* Problem statement
The answer must be every line of the data that holds the word "Солонечная".

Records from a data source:
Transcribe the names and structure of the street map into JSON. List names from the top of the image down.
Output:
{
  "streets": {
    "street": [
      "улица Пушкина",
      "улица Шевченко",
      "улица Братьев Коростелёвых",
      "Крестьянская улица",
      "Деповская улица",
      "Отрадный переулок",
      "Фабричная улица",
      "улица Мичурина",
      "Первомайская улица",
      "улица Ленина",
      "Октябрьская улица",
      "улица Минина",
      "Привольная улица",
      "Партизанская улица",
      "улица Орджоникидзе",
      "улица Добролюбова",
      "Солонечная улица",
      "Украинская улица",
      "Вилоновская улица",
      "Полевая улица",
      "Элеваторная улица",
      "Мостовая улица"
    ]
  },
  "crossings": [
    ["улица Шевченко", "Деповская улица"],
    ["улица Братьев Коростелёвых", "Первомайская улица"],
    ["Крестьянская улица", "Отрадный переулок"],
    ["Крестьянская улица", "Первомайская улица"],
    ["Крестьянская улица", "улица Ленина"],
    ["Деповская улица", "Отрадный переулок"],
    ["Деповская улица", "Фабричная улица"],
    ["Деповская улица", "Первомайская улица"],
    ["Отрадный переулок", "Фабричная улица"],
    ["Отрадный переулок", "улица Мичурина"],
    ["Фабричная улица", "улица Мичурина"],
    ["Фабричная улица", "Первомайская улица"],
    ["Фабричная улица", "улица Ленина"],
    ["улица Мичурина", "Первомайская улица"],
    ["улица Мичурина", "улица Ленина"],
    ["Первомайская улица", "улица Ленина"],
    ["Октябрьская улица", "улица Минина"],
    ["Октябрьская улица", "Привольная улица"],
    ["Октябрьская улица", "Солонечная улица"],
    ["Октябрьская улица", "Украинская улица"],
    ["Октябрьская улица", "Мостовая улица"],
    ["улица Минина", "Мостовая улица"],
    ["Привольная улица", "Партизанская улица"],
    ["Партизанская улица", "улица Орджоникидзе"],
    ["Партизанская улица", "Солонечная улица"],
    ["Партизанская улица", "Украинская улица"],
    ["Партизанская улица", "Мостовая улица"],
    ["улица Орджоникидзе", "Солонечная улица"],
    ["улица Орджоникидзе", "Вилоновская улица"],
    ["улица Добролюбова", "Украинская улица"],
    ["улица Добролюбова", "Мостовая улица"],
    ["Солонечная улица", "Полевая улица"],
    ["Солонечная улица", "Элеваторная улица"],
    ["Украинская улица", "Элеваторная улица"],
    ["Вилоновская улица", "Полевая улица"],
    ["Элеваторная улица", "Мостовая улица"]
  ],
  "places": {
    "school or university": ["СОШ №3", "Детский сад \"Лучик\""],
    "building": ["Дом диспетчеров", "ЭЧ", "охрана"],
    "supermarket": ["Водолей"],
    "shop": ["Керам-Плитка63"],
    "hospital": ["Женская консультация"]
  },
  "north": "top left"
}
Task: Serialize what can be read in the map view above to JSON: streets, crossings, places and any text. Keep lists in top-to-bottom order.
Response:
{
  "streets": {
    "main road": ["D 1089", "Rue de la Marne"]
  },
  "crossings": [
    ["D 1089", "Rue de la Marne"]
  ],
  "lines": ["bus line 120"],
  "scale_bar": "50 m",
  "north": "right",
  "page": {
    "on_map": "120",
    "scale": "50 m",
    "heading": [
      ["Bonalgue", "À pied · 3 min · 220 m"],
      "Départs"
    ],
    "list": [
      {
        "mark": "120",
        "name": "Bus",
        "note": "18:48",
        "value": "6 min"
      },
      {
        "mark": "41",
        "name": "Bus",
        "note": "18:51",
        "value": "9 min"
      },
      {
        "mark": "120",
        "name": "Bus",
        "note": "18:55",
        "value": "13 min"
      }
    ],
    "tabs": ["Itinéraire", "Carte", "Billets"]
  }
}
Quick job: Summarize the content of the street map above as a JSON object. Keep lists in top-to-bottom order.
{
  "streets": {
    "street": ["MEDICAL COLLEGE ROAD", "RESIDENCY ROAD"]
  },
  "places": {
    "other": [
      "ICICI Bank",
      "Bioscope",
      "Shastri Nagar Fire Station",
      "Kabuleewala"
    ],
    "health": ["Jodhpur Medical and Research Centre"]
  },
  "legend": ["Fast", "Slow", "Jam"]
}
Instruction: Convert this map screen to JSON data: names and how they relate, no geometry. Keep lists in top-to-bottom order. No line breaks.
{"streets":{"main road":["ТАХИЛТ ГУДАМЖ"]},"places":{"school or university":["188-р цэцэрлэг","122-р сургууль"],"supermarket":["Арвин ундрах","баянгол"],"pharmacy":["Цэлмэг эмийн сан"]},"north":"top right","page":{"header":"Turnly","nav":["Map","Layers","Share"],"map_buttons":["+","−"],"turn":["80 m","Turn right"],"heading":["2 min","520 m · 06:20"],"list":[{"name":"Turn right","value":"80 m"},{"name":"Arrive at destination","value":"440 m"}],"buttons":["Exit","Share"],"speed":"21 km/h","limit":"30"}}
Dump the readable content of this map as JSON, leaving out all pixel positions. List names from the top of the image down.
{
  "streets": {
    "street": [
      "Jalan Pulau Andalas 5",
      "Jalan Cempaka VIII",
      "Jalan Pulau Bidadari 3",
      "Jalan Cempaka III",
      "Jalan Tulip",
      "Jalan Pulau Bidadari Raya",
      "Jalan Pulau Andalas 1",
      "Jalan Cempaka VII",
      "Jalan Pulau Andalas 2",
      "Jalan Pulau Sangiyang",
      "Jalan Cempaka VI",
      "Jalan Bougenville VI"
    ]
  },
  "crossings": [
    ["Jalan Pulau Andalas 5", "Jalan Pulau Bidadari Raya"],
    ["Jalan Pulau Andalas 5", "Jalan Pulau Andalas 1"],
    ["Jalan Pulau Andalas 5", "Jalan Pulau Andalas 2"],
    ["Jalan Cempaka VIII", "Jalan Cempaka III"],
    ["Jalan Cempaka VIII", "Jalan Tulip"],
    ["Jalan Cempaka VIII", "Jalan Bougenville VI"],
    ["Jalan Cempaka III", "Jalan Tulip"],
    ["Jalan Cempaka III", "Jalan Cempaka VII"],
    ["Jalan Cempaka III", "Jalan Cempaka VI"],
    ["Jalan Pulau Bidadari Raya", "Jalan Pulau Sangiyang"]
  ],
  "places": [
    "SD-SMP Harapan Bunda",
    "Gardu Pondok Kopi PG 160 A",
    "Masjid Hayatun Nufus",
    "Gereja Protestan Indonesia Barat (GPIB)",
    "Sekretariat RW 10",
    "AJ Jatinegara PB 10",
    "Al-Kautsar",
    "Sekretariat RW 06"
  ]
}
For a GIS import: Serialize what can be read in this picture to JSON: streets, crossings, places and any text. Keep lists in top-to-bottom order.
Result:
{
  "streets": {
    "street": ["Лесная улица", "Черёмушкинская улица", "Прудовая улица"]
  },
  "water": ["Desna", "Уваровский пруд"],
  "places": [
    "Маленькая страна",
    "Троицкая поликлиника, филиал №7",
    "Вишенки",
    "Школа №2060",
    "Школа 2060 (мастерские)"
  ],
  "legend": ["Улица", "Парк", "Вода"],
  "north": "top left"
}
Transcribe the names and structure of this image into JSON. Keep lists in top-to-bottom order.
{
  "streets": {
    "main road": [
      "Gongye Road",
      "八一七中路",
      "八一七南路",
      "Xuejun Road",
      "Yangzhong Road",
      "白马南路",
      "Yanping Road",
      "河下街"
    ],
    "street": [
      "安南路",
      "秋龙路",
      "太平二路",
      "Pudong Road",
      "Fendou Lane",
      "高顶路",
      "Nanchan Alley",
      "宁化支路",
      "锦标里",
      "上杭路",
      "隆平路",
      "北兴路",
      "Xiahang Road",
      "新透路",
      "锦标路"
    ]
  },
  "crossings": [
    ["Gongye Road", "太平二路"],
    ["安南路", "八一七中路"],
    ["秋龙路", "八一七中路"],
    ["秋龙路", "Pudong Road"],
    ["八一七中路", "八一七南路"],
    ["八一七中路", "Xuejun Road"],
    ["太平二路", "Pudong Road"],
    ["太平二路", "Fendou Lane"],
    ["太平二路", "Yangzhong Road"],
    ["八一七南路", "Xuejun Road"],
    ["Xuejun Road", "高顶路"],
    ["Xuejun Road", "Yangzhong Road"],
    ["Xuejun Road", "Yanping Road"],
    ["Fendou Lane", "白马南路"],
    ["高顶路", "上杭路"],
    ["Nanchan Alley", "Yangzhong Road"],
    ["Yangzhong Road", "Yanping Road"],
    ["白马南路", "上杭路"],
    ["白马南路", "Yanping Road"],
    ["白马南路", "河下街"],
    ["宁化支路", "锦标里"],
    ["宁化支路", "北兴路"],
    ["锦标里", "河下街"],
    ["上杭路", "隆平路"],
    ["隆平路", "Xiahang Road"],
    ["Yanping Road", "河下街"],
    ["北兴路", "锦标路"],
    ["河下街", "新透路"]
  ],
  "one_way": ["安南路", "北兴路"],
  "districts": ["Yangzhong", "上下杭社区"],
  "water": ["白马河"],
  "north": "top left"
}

* Task solution
      "Солонечная улица",
    ["Октябрьская улица", "Солонечная улица"],
    ["Партизанская улица", "Солонечная улица"],
    ["улица Орджоникидзе", "Солонечная улица"],
    ["Солонечная улица", "Полевая улица"],
    ["Солонечная улица", "Элеваторная улица"],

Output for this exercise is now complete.